Taking place roughly ten years before the events of Star Wars: A New Hope, young Han Solo (Alden Ehrenreich) is trying to get back to his homeworld of Corellia to return to his love Qi’ra (Emilia Clarke) when he gets embroiled, along with the Wookie Chewbacca (Joonas Suotamo), with a smuggler named Beckett (Woody Harrelson) who has to deliver cargo to crime boss Dryden (Paul Bettany). Having then recruited Captain Lando Calrissian (Donald Glover) for the heist, this sets in motion the events that came to shape him as the scoundrel we know and love.

Origins are a tricky thing to pull off; by the end we know what’ll happen. But director Ron Howard knows how to balance new events to keep us surprised while also showing us events that we actually want to see. The meeting between Han and Chewie didn’t happen the way I would’ve thought it did, but that’s a great thing. It manages to fulfill a lot of those childhood questions that I had, but in a way that was organic to the plot, and not just some checklist of shit that has to be in the movie.

Ehrenreich’s performance as young Solo manages to hit just the right notes. When he gives that smirk, or a bit of that swagger, I thought, “There’s Han” and believe me that is no easy feat. The movie completely shines when he’s with Chewie giving off that same chemistry that was in the original films. And its completely entertaining seeing how Lando and Han met. It even fits with their interaction in The Empire Strikes Back. There’s just a lot of love and joy in these performances.
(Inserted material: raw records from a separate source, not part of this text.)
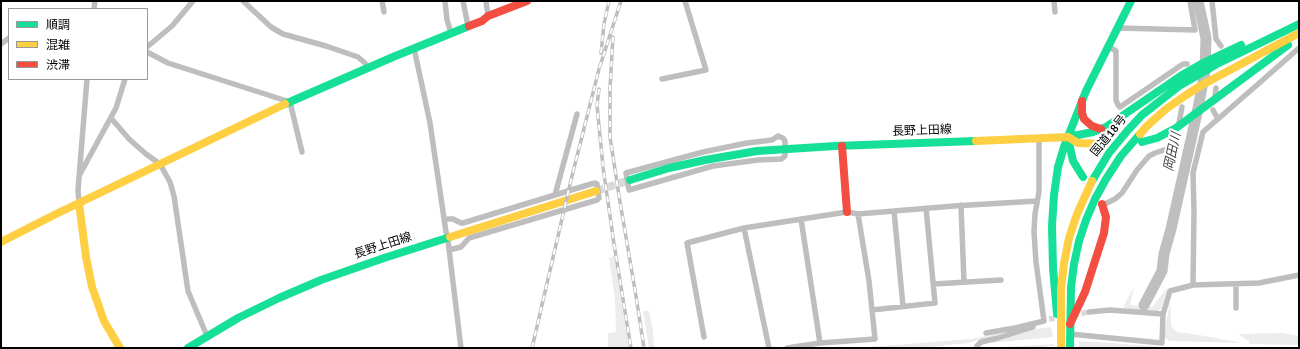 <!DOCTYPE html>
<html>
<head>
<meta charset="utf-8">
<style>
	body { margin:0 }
	#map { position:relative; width:1300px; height:349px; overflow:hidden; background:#fff; font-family:Signika,"Noto Sans JP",sans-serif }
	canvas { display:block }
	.frame { position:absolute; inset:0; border:2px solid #000; pointer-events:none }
	.legend { position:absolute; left:8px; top:8px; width:140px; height:72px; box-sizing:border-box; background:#fff; border:1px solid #999; margin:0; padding:5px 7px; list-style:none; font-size:12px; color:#000 }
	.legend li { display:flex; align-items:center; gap:8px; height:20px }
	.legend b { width:20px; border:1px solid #999 }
</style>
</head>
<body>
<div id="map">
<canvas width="1300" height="349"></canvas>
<div class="frame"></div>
<ul class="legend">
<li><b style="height:5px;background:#16e098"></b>順調</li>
<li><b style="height:5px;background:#ffcf43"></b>混雑</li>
<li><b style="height:5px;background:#f24e42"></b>渋滞</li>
</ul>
</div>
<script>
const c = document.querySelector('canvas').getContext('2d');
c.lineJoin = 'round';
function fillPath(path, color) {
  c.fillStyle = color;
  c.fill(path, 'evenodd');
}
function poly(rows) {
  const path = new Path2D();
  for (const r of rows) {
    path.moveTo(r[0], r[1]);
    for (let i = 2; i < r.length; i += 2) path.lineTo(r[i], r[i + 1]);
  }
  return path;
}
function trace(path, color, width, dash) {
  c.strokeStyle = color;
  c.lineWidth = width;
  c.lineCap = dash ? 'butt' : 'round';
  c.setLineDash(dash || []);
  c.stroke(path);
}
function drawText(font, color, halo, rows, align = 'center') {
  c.font = font + ' Signika,"Noto Sans JP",sans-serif';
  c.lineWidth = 4;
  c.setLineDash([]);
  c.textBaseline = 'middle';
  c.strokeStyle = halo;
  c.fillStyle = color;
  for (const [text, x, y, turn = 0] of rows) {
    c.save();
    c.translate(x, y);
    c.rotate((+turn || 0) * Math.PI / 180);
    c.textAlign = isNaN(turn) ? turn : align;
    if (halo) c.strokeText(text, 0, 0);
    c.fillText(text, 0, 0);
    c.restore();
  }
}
fillPath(poly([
	[614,256,629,348,608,348,608,333,616,332,615,299,609,258],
	[1134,287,1130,305,1152,307,1168,287,1161,309,1157,311,1128,309,1123,307],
	[1170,301,1171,326,1177,332,1205,336,1242,343,1169,341,1164,337],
	[643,311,649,311,653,331,654,348,649,348],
	[1051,327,1053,337,990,343,1036,329],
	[1016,330,968,343,919,348,856,348,971,339],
	[1283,333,1299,336,1299,345,1249,344,1250,342,1238,334],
	[1079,341,1154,346,1158,348,1079,348],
	[1055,344,1054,346,1047,346,1047,348,986,348]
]), '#ececec');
trace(poly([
	[1144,305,1162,271,1164,254,1171,229,1197,113,1205,72,1206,38,1198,1]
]), '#bfbfbf', 11);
trace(poly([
	[1073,315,1089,312],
	[1049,319,1063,317]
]), '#d9d9d9', 5.5, [5.5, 3]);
trace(poly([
	[596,191,630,180]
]), '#d9d9d9', 8, [8, 4]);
trace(poly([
	[243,1,271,27,283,34,326,46,358,57,365,63,367,69],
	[382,1,384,12],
	[445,1,447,20,451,33],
	[463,1,468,26],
	[486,1,488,16],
	[1054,1,1055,12],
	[1212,1,1216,39,1221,46],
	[94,9,95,1],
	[1118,28,1195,30,1190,1],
	[1,44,9,38],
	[147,47,172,26,193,1],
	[1109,47,1116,51,1116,100,1118,105,1120,107,1183,64,1187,64],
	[414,48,430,123,446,232,448,237,448,241,461,348],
	[147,52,168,63,290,102,302,152],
	[662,79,706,70,685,1],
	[1215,97,1216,88],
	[1213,110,1218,119],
	[111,118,129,139,146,154,160,164,170,182,174,196,188,291,207,336],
	[1179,123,1182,107],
	[778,136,783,138,785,141,785,156,781,159,758,160,713,166,629,190,626,173,703,152,747,143,772,140,778,136],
	[80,174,116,108,125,79],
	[555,195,577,114],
	[79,203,78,190,87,79],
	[961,205,964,282],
	[1103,205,1115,199,1122,193,1137,170,1149,156,1155,153,1170,148,1174,145,1176,136],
	[894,211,903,306],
	[801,219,820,343],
	[445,220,448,219,453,219,461,223,463,223,591,184,595,183,597,184,599,198,597,200,469,238,461,247,449,250],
	[744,228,769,348],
	[934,284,1001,280],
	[1236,284,1236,308],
	[1193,285,1194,210,1193,173,1203,132,1265,78,1299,48],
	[872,310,935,303,926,208],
	[1089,312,1110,310,1163,314],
	[986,333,1015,328,1044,321,1036,262,1034,232,1035,214,1039,192,1039,138],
	[1070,334,1162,343,1163,314,1170,291,1193,285,1259,283,1299,275],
	[704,337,687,243,744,228,847,212,858,214,954,206,1037,201],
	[977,346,981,342,998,338,1033,327],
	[787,348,820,343,875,339,869,281,858,214]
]), '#bebebe', 5.5);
trace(poly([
	[285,104,393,57,469,26],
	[1068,137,1093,132,1106,127,1182,75,1205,62,1241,45],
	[1068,138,1073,161,1083,177],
	[1142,142,1157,138,1176,128,1288,45],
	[630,180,669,168,705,160,757,151,835,146,976,141],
	[1092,181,1109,153,1128,130,1142,115,1179,86,1217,64,1299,24],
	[1057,314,1053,268,1052,226,1054,195,1058,167,1064,147,1086,91,1131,1],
	[188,348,238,318,279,298,321,280,384,258,450,237],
	[1070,348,1071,287,1074,264,1079,241,1086,220,1095,199,1106,179,1121,156,1140,134]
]), '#16e098', 8);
trace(poly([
	[1140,134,1147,126,1166,109,1186,95,1202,85,1299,33],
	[1068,137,1078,143,1104,144],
	[976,141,1068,137],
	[79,203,86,257,92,287,104,321,120,348],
	[450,237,596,191],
	[1,242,56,214,285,104],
	[1061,348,1061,289,1064,263,1069,238,1077,214,1092,181]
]), '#ffcf43', 8);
trace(poly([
	[469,26,482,21,488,16,527,1],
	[1082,101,1082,113,1084,119,1092,126,1101,129],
	[842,146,847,212],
	[1070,324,1085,292,1104,233,1106,217,1102,204]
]), '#f24e42', 8);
const rail = poly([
	[613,37,610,88,610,137,619,196,636,296,644,348],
	[601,53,604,24,609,1],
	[599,89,597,105,603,167,614,244,631,348],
	[532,348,571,180,599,69,621,1]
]);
trace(rail, '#bebebe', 3.5);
trace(rail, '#fff', 2, [6]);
drawText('12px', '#000', '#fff', [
	["長野上田線",922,131,-2],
	["国道18号",1109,136,-51],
	["長野上田線",383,246,-18]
]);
drawText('italic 13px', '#444', '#fff', [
	["岡田川",1173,152,-78]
]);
</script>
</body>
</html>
But if there were any faults with Solo I’d say is that there are some scenes that attempt to illicit an emotional response that just manages to fall flat; some death scenes that I knew I should feel sad about but I just didn’t. Some work, and are crucial to the character of Solo, but others just felt exploitative. Speaking of which, that’s also how I felt with a cameo in the 3rd act, that made me roll my eyes; I just saw it as fan service, having no real purpose to the plot or the development of Han.

With those qualms aside, Solo is just a fun, entertaining movie. It accomplished what it set out to do, which was to be a fun swashbuckling adventure. Its paced wonderfully, seriously it left me wanting more, the performances are first rate, and I actually got to see events that I always wanted to know more about. Look, this isn’t the best Star Wars movie ever made but it is one of the most endearing ones.